Return only those lines of the listing that hold the word "linecap".

[Materials provided]

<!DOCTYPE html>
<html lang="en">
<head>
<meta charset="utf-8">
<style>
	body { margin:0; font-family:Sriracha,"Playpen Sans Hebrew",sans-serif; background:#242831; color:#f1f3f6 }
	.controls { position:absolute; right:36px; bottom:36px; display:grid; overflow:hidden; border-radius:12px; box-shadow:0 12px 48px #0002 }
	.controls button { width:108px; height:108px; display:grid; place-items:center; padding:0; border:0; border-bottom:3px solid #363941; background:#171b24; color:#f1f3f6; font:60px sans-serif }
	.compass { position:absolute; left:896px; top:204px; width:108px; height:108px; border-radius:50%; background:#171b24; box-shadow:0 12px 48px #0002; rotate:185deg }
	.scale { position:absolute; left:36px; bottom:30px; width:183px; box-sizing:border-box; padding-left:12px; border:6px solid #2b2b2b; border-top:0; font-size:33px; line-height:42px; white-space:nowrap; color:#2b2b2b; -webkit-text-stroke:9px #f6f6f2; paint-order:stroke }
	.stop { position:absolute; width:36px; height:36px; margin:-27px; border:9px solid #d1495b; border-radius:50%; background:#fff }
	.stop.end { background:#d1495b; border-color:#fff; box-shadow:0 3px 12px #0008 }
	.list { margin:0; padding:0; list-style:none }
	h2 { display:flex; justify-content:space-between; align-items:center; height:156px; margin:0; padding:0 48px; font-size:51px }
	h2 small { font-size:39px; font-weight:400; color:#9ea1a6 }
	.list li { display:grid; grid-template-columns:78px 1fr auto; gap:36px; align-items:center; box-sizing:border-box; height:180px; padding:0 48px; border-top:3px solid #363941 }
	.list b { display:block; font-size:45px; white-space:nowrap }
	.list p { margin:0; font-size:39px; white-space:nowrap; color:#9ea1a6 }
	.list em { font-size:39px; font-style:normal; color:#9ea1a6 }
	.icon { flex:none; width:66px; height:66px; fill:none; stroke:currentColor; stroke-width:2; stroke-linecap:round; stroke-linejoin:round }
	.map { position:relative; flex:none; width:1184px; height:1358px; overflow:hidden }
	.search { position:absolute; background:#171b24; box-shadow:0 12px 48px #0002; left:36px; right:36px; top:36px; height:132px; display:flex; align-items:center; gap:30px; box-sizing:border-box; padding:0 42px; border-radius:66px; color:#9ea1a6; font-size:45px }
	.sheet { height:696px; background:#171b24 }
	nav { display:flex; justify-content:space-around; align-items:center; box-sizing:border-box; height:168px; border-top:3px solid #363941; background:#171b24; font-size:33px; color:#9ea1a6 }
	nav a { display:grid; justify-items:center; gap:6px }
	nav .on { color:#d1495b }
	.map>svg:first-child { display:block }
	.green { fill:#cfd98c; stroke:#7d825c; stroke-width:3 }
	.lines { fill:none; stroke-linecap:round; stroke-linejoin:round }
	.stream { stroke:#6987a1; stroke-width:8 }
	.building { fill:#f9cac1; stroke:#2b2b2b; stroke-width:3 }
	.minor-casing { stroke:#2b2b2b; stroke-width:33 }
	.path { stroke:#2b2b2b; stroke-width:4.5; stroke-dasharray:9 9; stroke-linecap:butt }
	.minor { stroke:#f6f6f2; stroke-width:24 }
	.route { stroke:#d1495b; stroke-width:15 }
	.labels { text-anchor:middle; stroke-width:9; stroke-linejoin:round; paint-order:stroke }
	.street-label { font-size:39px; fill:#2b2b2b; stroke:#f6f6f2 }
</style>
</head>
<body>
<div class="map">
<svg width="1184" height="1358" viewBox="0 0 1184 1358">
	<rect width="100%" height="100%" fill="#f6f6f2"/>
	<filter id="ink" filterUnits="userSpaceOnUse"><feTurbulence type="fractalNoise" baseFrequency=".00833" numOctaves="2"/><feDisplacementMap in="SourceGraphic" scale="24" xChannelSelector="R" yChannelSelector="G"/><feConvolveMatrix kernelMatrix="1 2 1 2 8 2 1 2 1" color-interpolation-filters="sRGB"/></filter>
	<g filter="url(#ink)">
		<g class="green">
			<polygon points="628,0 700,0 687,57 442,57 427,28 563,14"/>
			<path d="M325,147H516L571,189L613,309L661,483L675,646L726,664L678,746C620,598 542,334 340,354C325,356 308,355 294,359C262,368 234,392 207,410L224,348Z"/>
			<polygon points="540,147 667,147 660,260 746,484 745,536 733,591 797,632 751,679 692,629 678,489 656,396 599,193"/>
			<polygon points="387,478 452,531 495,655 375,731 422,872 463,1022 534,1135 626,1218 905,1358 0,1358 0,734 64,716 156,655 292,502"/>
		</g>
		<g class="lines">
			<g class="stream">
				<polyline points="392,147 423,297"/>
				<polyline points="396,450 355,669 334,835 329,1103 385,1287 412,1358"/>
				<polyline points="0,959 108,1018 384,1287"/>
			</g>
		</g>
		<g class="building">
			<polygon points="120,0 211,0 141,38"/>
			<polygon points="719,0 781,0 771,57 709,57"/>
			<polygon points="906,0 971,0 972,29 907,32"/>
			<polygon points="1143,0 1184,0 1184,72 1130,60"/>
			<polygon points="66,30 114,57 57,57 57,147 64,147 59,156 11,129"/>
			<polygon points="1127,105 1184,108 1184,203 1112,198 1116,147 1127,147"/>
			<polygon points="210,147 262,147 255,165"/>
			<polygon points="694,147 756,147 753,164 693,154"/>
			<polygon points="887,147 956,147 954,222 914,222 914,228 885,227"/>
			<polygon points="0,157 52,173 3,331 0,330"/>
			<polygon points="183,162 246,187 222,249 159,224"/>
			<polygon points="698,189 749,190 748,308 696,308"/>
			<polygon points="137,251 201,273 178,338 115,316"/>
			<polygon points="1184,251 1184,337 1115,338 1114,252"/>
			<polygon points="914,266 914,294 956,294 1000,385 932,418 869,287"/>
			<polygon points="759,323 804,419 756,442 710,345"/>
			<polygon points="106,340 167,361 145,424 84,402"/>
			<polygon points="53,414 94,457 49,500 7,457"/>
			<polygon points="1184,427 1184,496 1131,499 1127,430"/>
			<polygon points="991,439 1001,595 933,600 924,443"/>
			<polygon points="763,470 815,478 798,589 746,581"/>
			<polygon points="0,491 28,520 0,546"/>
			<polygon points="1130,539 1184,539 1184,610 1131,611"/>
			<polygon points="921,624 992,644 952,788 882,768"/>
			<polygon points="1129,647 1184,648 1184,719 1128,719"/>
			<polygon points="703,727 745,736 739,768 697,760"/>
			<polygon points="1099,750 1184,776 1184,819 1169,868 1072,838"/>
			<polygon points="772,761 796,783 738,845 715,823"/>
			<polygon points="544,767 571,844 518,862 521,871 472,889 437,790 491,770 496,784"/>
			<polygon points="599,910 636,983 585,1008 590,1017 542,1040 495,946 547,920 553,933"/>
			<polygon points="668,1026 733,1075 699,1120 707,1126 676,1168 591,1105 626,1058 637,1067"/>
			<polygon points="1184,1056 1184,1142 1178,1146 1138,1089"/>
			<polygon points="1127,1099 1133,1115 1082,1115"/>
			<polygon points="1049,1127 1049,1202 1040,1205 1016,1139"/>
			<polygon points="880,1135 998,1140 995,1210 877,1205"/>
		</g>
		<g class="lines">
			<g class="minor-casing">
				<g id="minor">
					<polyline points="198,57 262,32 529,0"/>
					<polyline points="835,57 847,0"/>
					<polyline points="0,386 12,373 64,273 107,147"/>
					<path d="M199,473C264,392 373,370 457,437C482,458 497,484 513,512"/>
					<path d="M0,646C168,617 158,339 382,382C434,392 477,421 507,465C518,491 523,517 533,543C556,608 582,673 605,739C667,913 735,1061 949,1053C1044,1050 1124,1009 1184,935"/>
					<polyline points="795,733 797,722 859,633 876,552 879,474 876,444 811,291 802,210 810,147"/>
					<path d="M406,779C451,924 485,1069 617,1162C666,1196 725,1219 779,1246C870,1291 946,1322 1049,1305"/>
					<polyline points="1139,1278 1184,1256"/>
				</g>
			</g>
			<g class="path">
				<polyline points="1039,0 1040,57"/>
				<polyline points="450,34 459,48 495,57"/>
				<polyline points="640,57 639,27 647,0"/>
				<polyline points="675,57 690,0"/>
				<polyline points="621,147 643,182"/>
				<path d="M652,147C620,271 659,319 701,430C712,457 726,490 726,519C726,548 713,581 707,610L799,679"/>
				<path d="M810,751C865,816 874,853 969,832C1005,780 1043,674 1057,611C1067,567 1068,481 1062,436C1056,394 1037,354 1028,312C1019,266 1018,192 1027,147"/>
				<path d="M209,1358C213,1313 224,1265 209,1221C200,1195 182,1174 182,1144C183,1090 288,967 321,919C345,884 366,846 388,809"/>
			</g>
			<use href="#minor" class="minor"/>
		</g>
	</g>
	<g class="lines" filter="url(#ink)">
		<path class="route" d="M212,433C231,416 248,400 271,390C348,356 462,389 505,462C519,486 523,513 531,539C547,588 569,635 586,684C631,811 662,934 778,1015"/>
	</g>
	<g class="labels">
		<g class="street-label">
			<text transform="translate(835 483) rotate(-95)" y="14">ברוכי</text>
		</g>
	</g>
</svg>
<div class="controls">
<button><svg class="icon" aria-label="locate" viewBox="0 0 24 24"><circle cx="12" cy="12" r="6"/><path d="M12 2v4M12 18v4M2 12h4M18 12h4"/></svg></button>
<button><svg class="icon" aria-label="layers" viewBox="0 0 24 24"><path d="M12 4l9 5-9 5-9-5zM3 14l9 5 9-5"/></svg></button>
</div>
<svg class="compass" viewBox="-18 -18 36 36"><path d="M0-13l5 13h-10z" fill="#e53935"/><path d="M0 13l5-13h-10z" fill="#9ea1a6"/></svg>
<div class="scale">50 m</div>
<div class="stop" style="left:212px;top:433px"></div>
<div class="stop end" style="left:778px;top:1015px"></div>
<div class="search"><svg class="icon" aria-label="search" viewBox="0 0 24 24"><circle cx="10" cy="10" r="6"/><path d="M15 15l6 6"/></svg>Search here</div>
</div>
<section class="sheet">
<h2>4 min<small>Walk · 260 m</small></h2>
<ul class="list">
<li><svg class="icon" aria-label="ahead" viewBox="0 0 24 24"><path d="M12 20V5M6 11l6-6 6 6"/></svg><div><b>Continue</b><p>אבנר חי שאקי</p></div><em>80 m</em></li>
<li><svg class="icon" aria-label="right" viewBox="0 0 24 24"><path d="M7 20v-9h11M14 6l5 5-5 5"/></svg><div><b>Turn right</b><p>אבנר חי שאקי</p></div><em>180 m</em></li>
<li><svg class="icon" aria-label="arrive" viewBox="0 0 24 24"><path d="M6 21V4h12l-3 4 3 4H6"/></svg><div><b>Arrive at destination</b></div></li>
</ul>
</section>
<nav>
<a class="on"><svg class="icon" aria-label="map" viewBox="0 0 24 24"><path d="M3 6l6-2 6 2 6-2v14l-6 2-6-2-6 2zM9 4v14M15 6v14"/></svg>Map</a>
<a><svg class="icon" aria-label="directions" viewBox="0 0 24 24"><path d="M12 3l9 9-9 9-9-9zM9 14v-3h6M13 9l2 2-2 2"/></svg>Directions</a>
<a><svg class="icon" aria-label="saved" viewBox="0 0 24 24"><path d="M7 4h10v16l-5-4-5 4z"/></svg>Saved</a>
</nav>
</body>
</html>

[/Materials provided]

> **Task answer**:
	.icon { flex:none; width:66px; height:66px; fill:none; stroke:currentColor; stroke-width:2; stroke-linecap:round; stroke-linejoin:round }
	.lines { fill:none; stroke-linecap:round; stroke-linejoin:round }
	.path { stroke:#2b2b2b; stroke-width:4.5; stroke-dasharray:9 9; stroke-linecap:butt }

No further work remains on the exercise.